Nothingness (Not)
Fathers' Day was two days ago and I kind of ignored it. I refused to pay attention. I did it intentionally anyway. My dad passed in June, 2016 – two years ago. Been thinking a lot about him, so I just jumped and passed all Fathers' Day posts on Steemit and Facebook. Anyway, today I managed to scribble a few lines of poem.
Here:
Baby, that’s what you call me
The first thing you say as you lay eyes on me
Everyday, I stand by the door
Waiting for you to come home
Watching for that beautiful smile on your face
Because it’s the one thing I always wish for
The only thing that keeps me sane and focused
The light never leaves your eyes
Even in the weakest of moments
I look at you and I see hope
I hold onto it when everything is gone
I forget how much I dislike hospitals
Watching the tubes and your chest rise and fall
I hold your hands and will everything away
It’s okay to cry and rant, they say to me
I pick up the phone and listen till I understand no more
I never object to the hugs and heartfelt wishes
Somehow I know they are bound to come
Why did you leave?

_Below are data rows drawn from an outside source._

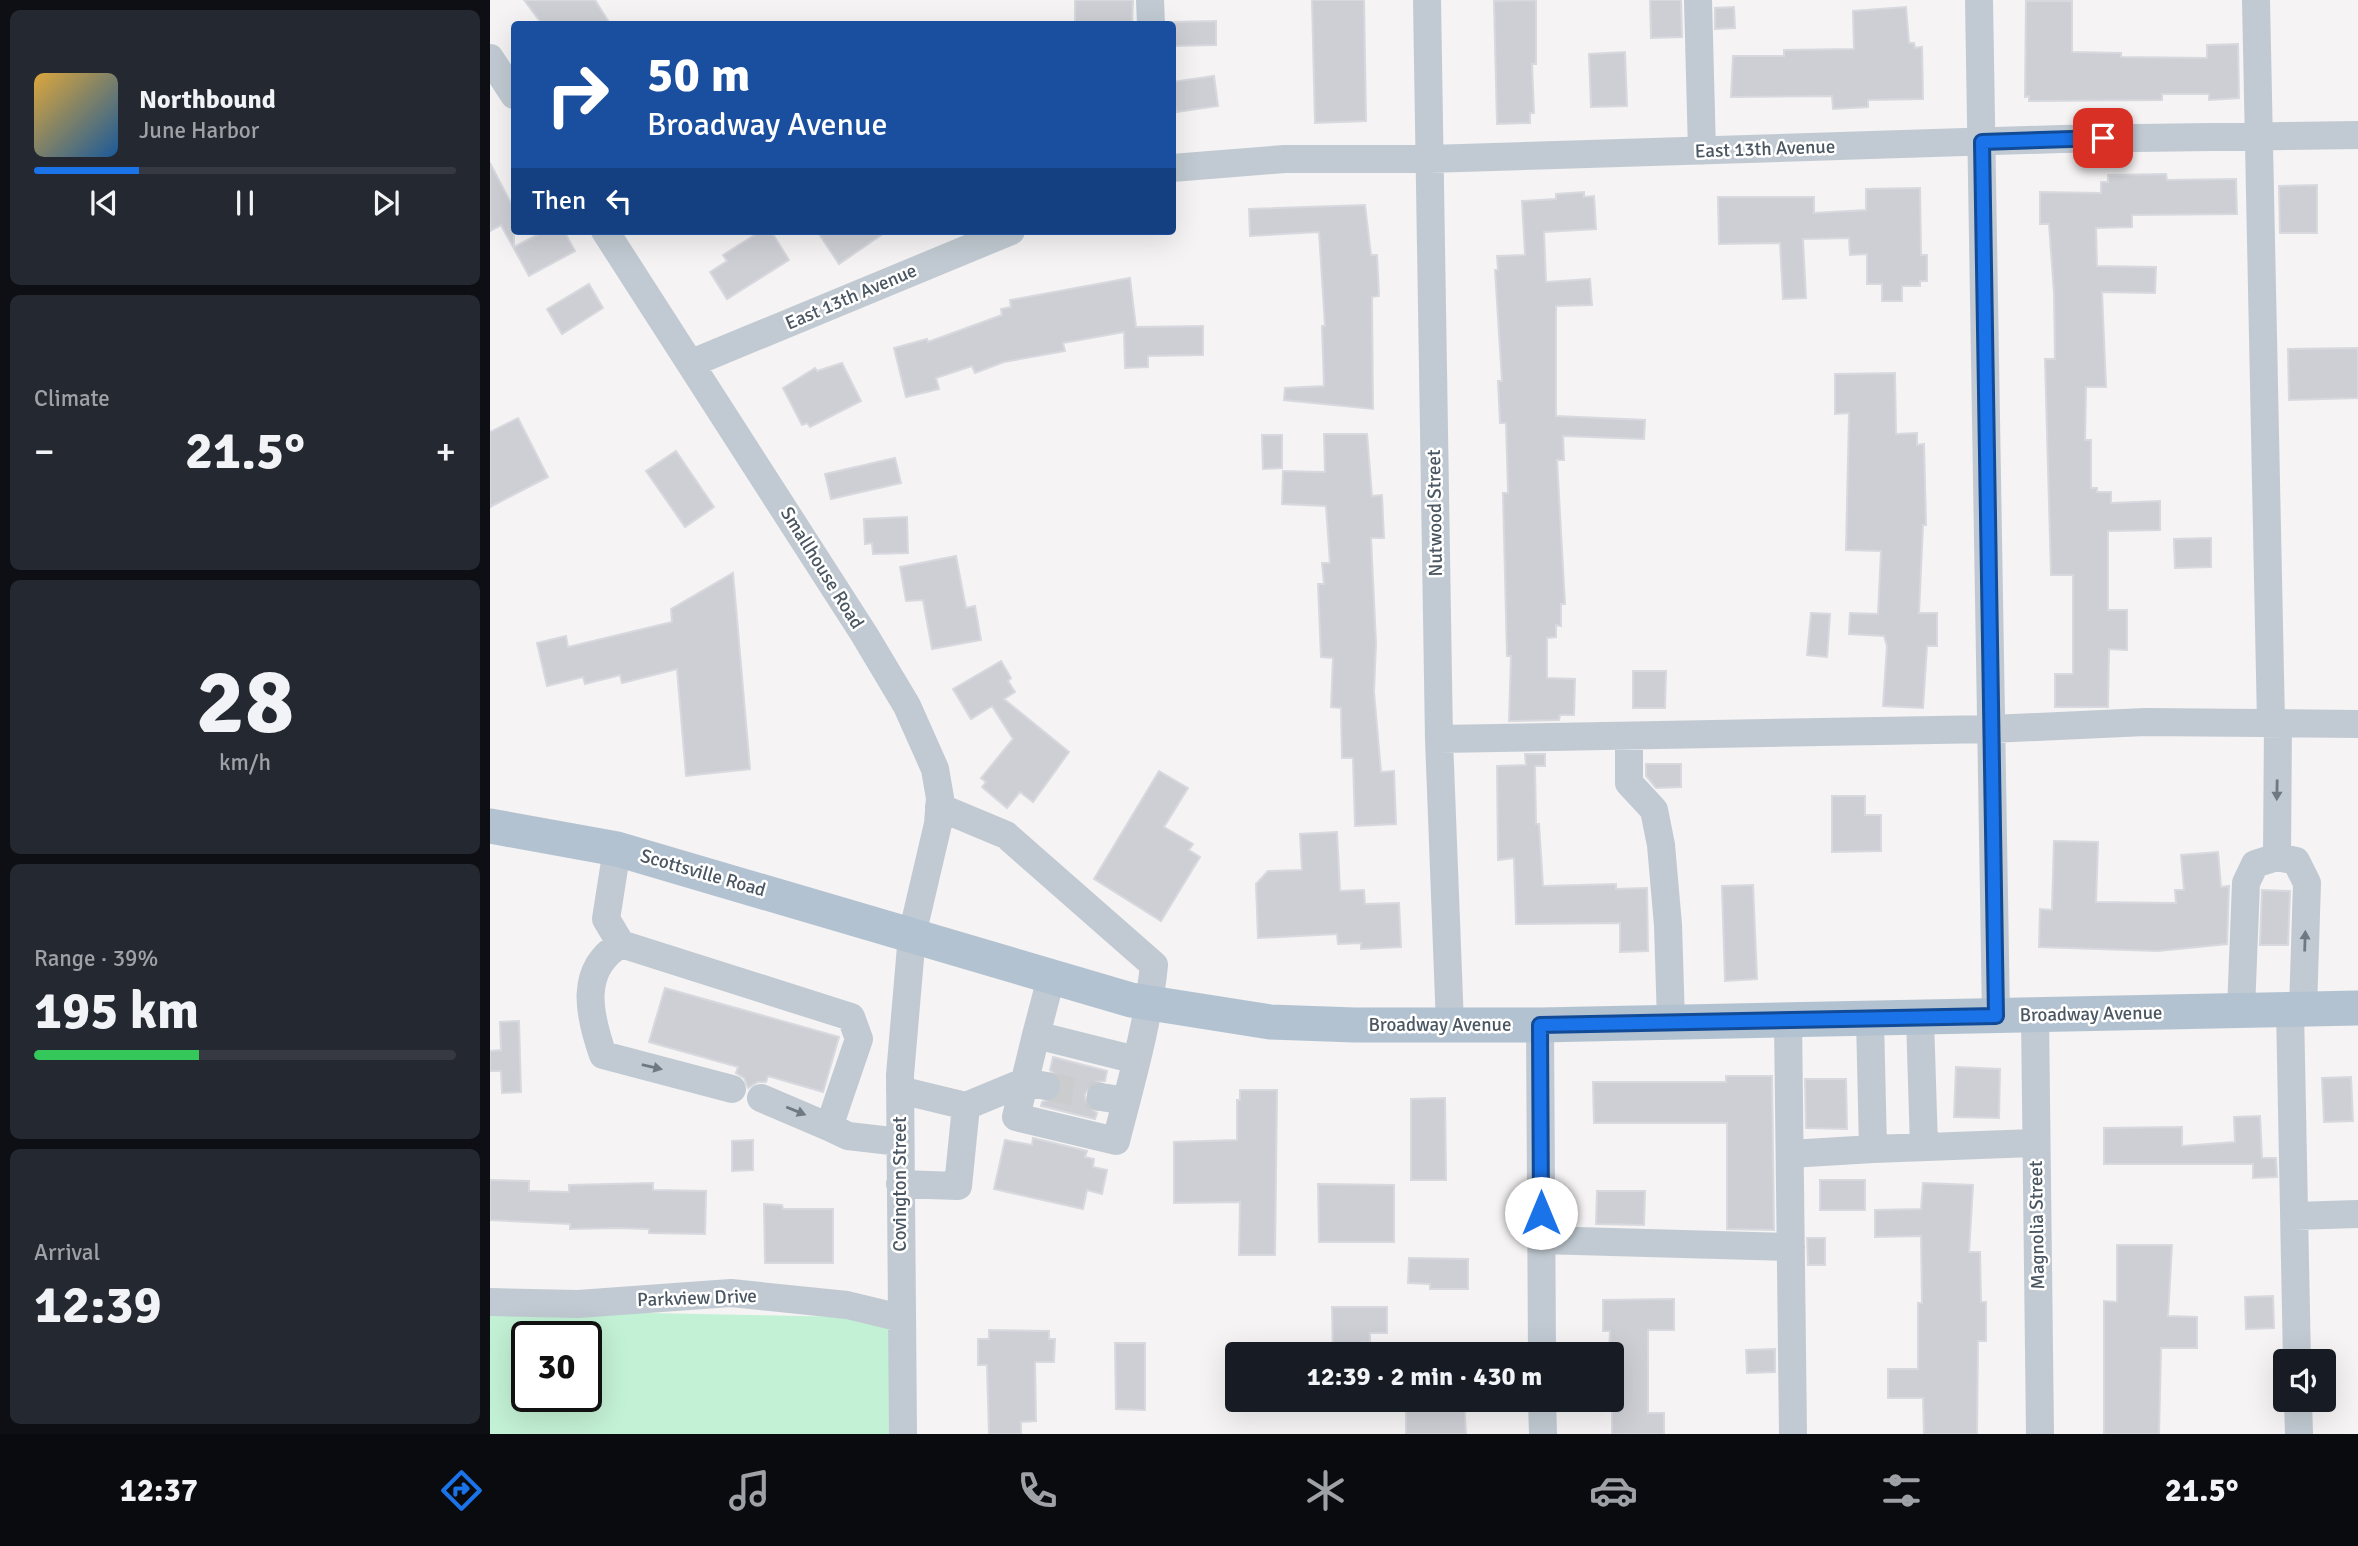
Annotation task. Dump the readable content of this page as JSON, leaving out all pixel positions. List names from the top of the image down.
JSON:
{
  "streets": {
    "main road": ["Scottsville Road", "Broadway Avenue"],
    "street": [
      "East 13th Avenue",
      "Nutwood Street",
      "Smallhouse Road",
      "Covington Street",
      "Magnolia Street",
      "Parkview Drive"
    ]
  },
  "crossings": [
    ["East 13th Avenue", "Nutwood Street"],
    ["East 13th Avenue", "Smallhouse Road"],
    ["Nutwood Street", "Broadway Avenue"],
    ["Smallhouse Road", "Scottsville Road"],
    ["Smallhouse Road", "Broadway Avenue"],
    ["Smallhouse Road", "Covington Street"],
    ["Scottsville Road", "Broadway Avenue"],
    ["Scottsville Road", "Covington Street"],
    ["Broadway Avenue", "Covington Street"],
    ["Broadway Avenue", "Magnolia Street"],
    ["Covington Street", "Parkview Drive"]
  ],
  "page": {
    "turn": ["50 m", "Broadway Avenue"],
    "song": ["Northbound", "June Harbor"],
    "then": "Then",
    "tile": [
      "Climate",
      ["28", "km/h"],
      ["Range · 39%", "195 km"],
      ["Arrival", "12:39"]
    ],
    "heat": ["−", "21.5°", "+"],
    "limit": "30",
    "trip": "12:39 · 2 min · 430 m",
    "tabs": ["12:37", "21.5°"]
  }
}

I ask myself
Maybe it’s time, a voice answers in my head
I don’t want to believe it but it’s the only reasonable answer
I miss you terribly
I think about you all the time
Two years is enough to heal, some may say
Maybe they are right after all
I think of you without pain and tears
But with smiles and fond memories
Wherever you may be, I know it’s what you want for me
What are your thoughts?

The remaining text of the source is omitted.